> How to complete this task
Your response must be made up of each line in the data below that contains the string "right".

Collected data
- Opening Delimiter -

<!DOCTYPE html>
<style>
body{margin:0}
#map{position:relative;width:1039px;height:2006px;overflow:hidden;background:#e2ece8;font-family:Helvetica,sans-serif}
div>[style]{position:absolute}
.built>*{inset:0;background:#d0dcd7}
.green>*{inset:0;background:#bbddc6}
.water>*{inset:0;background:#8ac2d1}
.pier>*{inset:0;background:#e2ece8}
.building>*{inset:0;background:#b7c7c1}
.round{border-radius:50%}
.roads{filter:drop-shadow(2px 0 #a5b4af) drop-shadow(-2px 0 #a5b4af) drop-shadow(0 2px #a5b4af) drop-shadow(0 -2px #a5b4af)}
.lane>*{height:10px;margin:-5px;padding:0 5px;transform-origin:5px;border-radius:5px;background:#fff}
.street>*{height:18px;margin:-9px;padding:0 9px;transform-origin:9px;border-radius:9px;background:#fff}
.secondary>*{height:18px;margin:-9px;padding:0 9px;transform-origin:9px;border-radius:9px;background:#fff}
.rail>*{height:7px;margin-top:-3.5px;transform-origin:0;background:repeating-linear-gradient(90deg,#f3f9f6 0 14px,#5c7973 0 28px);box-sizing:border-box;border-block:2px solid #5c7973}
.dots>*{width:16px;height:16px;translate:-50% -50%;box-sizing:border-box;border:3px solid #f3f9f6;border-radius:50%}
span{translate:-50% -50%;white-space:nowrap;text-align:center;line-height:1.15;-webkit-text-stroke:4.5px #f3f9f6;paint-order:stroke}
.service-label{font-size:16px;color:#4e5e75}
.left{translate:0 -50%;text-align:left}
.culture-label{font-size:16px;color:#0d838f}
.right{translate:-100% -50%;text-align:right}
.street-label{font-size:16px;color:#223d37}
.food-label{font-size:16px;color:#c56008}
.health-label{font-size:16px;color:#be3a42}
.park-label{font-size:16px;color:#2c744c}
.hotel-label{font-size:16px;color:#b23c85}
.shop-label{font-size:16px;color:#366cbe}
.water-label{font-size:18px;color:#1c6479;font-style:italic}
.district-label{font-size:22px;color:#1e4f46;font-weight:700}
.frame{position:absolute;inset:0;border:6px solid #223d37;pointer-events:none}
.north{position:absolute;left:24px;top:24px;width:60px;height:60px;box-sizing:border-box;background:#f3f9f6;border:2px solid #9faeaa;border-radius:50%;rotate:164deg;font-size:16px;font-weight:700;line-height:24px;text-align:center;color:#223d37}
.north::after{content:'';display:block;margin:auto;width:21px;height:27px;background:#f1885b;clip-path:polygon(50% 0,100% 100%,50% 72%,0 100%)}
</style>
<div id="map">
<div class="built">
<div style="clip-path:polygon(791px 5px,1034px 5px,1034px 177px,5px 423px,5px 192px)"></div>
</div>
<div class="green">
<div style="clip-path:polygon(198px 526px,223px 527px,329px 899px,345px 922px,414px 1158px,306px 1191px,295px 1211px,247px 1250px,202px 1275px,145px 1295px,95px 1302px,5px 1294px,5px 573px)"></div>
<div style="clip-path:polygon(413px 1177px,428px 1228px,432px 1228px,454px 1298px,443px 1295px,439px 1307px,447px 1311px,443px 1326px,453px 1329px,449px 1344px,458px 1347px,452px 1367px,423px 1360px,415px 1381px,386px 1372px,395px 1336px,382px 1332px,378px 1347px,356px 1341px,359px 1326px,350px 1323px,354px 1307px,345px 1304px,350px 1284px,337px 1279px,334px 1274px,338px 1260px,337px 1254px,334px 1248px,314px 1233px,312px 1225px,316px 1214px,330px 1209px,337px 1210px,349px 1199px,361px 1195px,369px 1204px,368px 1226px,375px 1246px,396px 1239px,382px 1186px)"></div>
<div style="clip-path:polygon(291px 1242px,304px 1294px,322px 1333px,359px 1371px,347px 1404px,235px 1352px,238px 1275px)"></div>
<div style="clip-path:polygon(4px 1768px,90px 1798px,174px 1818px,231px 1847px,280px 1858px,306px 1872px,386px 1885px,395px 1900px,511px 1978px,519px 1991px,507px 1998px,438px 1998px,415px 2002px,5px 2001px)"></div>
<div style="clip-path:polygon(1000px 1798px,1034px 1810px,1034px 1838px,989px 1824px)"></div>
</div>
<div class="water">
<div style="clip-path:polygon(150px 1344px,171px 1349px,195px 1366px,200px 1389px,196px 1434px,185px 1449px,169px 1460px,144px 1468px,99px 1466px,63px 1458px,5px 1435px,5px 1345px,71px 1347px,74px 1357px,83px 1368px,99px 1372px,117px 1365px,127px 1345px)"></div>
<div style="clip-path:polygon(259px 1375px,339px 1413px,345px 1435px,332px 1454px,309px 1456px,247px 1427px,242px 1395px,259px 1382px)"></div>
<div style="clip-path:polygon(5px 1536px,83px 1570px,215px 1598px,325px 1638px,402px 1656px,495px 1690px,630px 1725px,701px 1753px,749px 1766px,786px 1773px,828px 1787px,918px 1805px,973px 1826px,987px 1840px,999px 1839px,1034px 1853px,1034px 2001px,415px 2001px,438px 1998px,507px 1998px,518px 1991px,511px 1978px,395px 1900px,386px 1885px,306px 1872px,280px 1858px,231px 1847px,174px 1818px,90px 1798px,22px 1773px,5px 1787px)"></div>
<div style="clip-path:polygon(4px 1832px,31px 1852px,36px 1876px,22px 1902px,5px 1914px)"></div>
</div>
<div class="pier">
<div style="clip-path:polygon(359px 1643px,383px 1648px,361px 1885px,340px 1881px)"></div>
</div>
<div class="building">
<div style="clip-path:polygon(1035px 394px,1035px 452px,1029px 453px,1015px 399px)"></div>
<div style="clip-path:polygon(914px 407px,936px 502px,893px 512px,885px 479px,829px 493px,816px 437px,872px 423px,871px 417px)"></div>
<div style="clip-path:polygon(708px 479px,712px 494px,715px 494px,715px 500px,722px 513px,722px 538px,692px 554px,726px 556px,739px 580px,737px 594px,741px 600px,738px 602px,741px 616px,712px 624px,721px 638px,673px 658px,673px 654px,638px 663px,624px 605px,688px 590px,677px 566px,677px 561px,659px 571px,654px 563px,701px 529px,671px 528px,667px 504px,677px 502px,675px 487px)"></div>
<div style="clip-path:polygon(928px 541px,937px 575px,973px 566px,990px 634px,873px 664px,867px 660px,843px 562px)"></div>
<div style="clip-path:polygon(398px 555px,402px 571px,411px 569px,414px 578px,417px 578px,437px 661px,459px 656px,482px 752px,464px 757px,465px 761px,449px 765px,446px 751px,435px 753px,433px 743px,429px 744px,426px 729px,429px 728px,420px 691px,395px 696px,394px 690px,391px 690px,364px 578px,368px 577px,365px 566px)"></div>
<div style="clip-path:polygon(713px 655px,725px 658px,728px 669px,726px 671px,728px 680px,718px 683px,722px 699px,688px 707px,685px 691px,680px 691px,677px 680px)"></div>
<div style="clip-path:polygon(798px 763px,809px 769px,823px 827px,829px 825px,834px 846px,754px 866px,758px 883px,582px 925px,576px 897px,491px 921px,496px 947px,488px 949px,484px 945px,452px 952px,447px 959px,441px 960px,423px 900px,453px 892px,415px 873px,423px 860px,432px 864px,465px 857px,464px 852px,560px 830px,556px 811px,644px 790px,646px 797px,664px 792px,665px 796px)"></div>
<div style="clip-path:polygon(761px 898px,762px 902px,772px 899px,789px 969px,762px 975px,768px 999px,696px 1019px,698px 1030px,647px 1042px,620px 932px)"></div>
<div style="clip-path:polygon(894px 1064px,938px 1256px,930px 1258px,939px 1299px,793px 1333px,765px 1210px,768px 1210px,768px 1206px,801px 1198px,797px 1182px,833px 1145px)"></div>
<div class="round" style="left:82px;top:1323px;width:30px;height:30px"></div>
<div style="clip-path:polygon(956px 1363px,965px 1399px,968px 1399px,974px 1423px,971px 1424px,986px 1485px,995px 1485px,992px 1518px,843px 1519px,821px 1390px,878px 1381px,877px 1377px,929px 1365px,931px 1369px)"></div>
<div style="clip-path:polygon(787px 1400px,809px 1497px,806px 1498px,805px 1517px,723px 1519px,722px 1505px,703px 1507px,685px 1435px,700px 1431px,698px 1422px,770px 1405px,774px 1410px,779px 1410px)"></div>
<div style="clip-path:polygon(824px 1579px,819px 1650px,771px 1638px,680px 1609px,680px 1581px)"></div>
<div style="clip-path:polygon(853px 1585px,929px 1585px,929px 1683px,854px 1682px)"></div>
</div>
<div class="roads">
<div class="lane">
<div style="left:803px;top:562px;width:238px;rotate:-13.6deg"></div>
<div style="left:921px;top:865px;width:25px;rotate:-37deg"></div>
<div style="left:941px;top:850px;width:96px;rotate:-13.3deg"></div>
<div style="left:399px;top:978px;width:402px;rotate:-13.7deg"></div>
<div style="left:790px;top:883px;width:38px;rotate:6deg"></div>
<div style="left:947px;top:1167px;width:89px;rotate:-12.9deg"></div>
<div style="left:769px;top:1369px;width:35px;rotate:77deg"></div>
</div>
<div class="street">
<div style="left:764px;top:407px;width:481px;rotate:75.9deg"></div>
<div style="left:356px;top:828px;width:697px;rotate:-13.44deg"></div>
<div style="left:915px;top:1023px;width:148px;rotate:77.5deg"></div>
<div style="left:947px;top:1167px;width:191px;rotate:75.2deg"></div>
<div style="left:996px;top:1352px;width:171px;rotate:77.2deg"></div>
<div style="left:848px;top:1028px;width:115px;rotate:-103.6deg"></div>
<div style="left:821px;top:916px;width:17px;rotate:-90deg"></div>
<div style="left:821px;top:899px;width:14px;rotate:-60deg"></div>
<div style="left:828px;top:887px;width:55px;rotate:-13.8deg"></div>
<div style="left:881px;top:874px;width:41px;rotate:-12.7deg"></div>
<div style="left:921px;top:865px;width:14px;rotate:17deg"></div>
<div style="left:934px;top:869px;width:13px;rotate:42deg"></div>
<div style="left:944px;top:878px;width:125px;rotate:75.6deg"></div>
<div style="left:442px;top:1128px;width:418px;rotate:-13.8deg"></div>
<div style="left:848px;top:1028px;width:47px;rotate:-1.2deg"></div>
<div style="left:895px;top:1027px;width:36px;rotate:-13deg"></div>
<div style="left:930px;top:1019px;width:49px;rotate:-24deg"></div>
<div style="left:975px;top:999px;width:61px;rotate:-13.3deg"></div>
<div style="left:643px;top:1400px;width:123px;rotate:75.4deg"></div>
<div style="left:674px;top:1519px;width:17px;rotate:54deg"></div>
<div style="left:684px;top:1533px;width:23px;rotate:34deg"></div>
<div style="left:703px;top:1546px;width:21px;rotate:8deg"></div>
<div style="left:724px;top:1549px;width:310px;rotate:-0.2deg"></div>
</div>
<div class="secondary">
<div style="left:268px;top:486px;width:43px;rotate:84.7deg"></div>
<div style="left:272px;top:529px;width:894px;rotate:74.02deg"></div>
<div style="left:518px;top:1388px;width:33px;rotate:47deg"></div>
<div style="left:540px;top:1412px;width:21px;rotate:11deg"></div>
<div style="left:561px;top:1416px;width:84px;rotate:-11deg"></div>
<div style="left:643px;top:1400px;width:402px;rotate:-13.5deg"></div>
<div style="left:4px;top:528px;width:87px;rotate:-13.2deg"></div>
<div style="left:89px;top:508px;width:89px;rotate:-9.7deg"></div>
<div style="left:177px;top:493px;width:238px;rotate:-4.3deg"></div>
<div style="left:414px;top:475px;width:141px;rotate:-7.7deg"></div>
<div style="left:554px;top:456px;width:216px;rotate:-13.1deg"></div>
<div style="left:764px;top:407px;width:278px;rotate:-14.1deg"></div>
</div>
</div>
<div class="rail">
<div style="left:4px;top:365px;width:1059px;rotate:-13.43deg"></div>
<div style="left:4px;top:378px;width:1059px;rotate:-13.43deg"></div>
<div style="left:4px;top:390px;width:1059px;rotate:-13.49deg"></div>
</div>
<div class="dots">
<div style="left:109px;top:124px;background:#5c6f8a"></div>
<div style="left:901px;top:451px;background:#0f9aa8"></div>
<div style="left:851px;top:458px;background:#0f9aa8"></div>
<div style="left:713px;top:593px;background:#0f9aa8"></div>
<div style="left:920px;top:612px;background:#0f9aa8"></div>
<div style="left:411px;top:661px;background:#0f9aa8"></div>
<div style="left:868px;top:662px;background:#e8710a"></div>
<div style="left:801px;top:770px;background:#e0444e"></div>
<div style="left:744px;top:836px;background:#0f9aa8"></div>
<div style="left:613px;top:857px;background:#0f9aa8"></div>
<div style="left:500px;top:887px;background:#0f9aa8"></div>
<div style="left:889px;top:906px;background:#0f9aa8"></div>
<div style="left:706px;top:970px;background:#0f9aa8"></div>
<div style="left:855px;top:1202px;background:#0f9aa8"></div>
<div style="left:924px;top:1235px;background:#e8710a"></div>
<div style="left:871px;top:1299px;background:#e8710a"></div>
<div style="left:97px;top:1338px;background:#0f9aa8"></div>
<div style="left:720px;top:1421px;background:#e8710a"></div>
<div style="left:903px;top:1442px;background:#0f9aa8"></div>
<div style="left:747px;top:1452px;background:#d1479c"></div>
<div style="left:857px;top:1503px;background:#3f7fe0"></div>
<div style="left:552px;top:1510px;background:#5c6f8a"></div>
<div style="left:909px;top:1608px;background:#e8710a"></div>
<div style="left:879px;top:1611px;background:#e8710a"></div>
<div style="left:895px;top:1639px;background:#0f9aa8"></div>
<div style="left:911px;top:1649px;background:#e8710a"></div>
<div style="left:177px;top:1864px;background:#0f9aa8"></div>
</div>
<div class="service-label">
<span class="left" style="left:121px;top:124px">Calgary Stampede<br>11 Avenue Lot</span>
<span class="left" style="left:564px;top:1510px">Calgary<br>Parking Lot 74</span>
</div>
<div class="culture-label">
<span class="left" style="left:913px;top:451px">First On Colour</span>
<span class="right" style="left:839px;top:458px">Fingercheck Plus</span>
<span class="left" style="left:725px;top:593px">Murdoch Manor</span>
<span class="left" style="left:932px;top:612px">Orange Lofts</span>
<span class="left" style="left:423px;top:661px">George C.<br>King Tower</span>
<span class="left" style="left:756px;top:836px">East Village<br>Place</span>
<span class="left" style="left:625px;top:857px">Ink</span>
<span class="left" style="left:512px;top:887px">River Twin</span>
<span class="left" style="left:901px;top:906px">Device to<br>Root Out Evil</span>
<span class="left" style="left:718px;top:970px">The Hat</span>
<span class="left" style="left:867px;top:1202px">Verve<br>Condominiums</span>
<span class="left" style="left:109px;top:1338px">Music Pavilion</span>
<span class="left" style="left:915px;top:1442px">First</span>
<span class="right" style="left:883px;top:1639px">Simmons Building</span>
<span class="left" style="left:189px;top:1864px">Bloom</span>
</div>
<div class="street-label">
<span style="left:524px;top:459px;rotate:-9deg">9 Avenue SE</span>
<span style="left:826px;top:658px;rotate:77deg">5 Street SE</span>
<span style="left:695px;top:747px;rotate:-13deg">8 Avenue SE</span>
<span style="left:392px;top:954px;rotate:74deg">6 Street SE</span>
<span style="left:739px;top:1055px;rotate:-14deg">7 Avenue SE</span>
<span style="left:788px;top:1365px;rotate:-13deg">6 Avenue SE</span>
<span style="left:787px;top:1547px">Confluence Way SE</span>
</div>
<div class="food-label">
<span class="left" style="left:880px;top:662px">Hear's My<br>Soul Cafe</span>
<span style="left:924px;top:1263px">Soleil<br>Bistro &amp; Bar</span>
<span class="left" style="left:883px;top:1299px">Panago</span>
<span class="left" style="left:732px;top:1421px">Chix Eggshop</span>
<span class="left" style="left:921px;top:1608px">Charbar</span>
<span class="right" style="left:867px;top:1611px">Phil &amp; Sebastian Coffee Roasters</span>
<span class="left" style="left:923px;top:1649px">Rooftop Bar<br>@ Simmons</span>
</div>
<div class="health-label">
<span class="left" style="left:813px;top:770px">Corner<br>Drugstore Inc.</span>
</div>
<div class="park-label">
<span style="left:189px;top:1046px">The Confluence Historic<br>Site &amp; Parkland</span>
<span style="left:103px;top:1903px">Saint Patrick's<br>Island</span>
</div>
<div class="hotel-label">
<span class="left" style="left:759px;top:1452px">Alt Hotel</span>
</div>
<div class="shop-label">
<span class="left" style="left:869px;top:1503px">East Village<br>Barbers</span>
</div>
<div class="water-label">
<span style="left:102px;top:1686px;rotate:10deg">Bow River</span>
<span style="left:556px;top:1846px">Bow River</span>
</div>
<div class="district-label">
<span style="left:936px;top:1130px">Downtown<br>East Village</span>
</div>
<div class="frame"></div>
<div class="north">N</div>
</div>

- Closing Delimiter -

> Task output
.right{translate:-100% -50%;text-align:right}
<span class="right" style="left:839px;top:458px">Fingercheck Plus</span>
<span class="right" style="left:883px;top:1639px">Simmons Building</span>
<span class="right" style="left:867px;top:1611px">Phil &amp; Sebastian Coffee Roasters</span>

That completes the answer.